#### Stored data
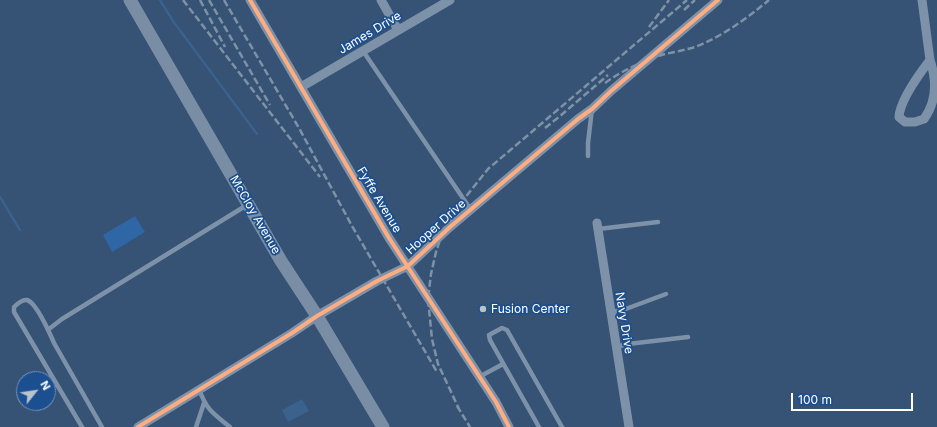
<!DOCTYPE html>
<style>
body{margin:0}
#map{position:relative;width:937px;height:427px;overflow:hidden;background:#365274;font-family:Inter,sans-serif}
canvas{display:block}
.north{position:absolute;left:16px;top:371px;width:40px;height:40px;box-sizing:border-box;background:#1b4f8f;border:1px solid #7695bc;border-radius:50%;rotate:60deg;font-size:11px;font-weight:700;line-height:16px;text-align:center;color:#fff}
.north::after{content:'';display:block;margin:auto;width:14px;height:18px;background:#b9c2ce;clip-path:polygon(50% 0,100% 100%,50% 72%,0 100%)}
.scale{position:absolute;left:791px;top:393px;width:122px;height:18px;box-sizing:border-box;border:2px solid #fff;border-top:0;padding-left:5px;font-size:12px;line-height:14px;white-space:nowrap;color:#fff;-webkit-text-stroke:3px #1b4f8f;paint-order:stroke}
</style>
<div id="map">
<canvas width="937" height="427"></canvas>
<div class="north">N</div>
<div class="scale">100 m</div>
</div>
<script>
const ctx = document.querySelector('canvas').getContext('2d');
ctx.lineJoin = 'round';
function paint(path, color) { ctx.fillStyle = color; ctx.fill(path, 'evenodd'); }
function trace(path, color, width, dash) { ctx.strokeStyle = color; ctx.lineWidth = width; ctx.lineCap = dash ? 'butt' : 'round'; ctx.setLineDash(dash || []); ctx.stroke(path); }
function drawText(font, color, halo, rows, align = 'center') {
  ctx.font = font + ' Inter,sans-serif'; ctx.lineWidth = 3.5; ctx.setLineDash([]); ctx.textBaseline = 'middle'; ctx.strokeStyle = halo; ctx.fillStyle = color; for (const [text, x, y, turn = 0] of rows) {
    ctx.save(); ctx.translate(x, y); ctx.rotate((+turn || 0) * Math.PI / 180); ctx.textAlign = isNaN(turn) ? turn : align; if (halo) ctx.strokeText(text, 0, 0); ctx.fillText(text, 0, 0); ctx.restore();
  }
}
paint(new Path2D(`
 M135,216L145,232L112,252L103,235Z`), '#2f66a5');
paint(new Path2D(`
 M302,399L309,411L288,422L282,410Z`), '#3b618d');
trace(new Path2D(`
 M160,0L173,21L257,134
 M0,197L20,230`), '#3b618d', 2.5);
trace(new Path2D(`
 M363,51L471,210
 M588,156V143L592,109
 M598,229L658,222
 M610,312L623,310L666,294
 M49,329L62,319L247,205
 M616,347L628,344L688,337
 M479,377L503,364
 M199,389C207,411 213,413 230,427
 M82,427L14,312V307C17,304 22,299 27,300C37,303 50,334 54,343L102,427
 M196,427L204,403
 M539,427L490,340L489,335L502,328L507,330L562,427`), '#7d92a8', 4.5);
trace(new Path2D(`
 M250,0L389,238L496,402L509,427
 M381,0L398,30
 M922,0L930,60
 M930,60C937,81 937,101 924,119L915,122H905L899,117C900,101 920,73 930,60Z
 M301,87L450,0
 M597,223L629,427
 M138,427L292,333L317,316L377,281L408,266L450,227L578,119L592,109L611,91L718,0`), '#7d92a8', 9);
trace(new Path2D(`
 M130,0L281,261L317,316L383,427`), '#798da4', 13);
trace(new Path2D(`
 M183,0L320,177
 M200,0L225,47
 M209,0L270,105
 M224,0L299,128L352,226L437,372
 M684,10L695,0
 M649,27L669,0
 M605,83C623,70 643,61 665,54C675,52 685,50 695,47C723,36 746,19 769,0
 M545,128L559,117L608,75
 M457,406L470,427
 M460,411L438,364L432,339L428,299L431,274L436,252L442,234L456,209L488,169L687,0`), '#7e92a7', 2.5, [7, 3]);
trace(new Path2D(`
 M250,0L389,238L496,402L509,427
 M138,427L292,333L317,316L377,281L408,266L450,227L578,119L592,109L611,91L718,0`), '#ffac80', 4);
for (const [x, y, r, color] of [
 [483,309,4,"#b9c2ce"]
]) { const dot = new Path2D(); dot.arc(x, y, r, 0, 2 * Math.PI); ctx.fillStyle = color; ctx.fill(dot); trace(dot, '#1b4f8f', 1.5); }
drawText('12px', '#fff', '#1b4f8f', [
 ["James Drive",370,33,-31],
 ["Fyffe Avenue",379,200,59],
 ["McCloy Avenue",255,215,60],
 ["Hooper Drive",436,227,-42],
 ["Navy Drive",624,323,81]
]);
drawText('12px', '#fff', '#1b4f8f', [
 ["Fusion Center",491,309]
], 'left');
</script>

#### What the exercise asks
Filter these records, keeping every line where the word "display" occurs.

#### Task response
canvas{display:block}
.north::after{content:'';display:block;margin:auto;width:14px;height:18px;background:#b9c2ce;clip-path:polygon(50% 0,100% 100%,50% 72%,0 100%)}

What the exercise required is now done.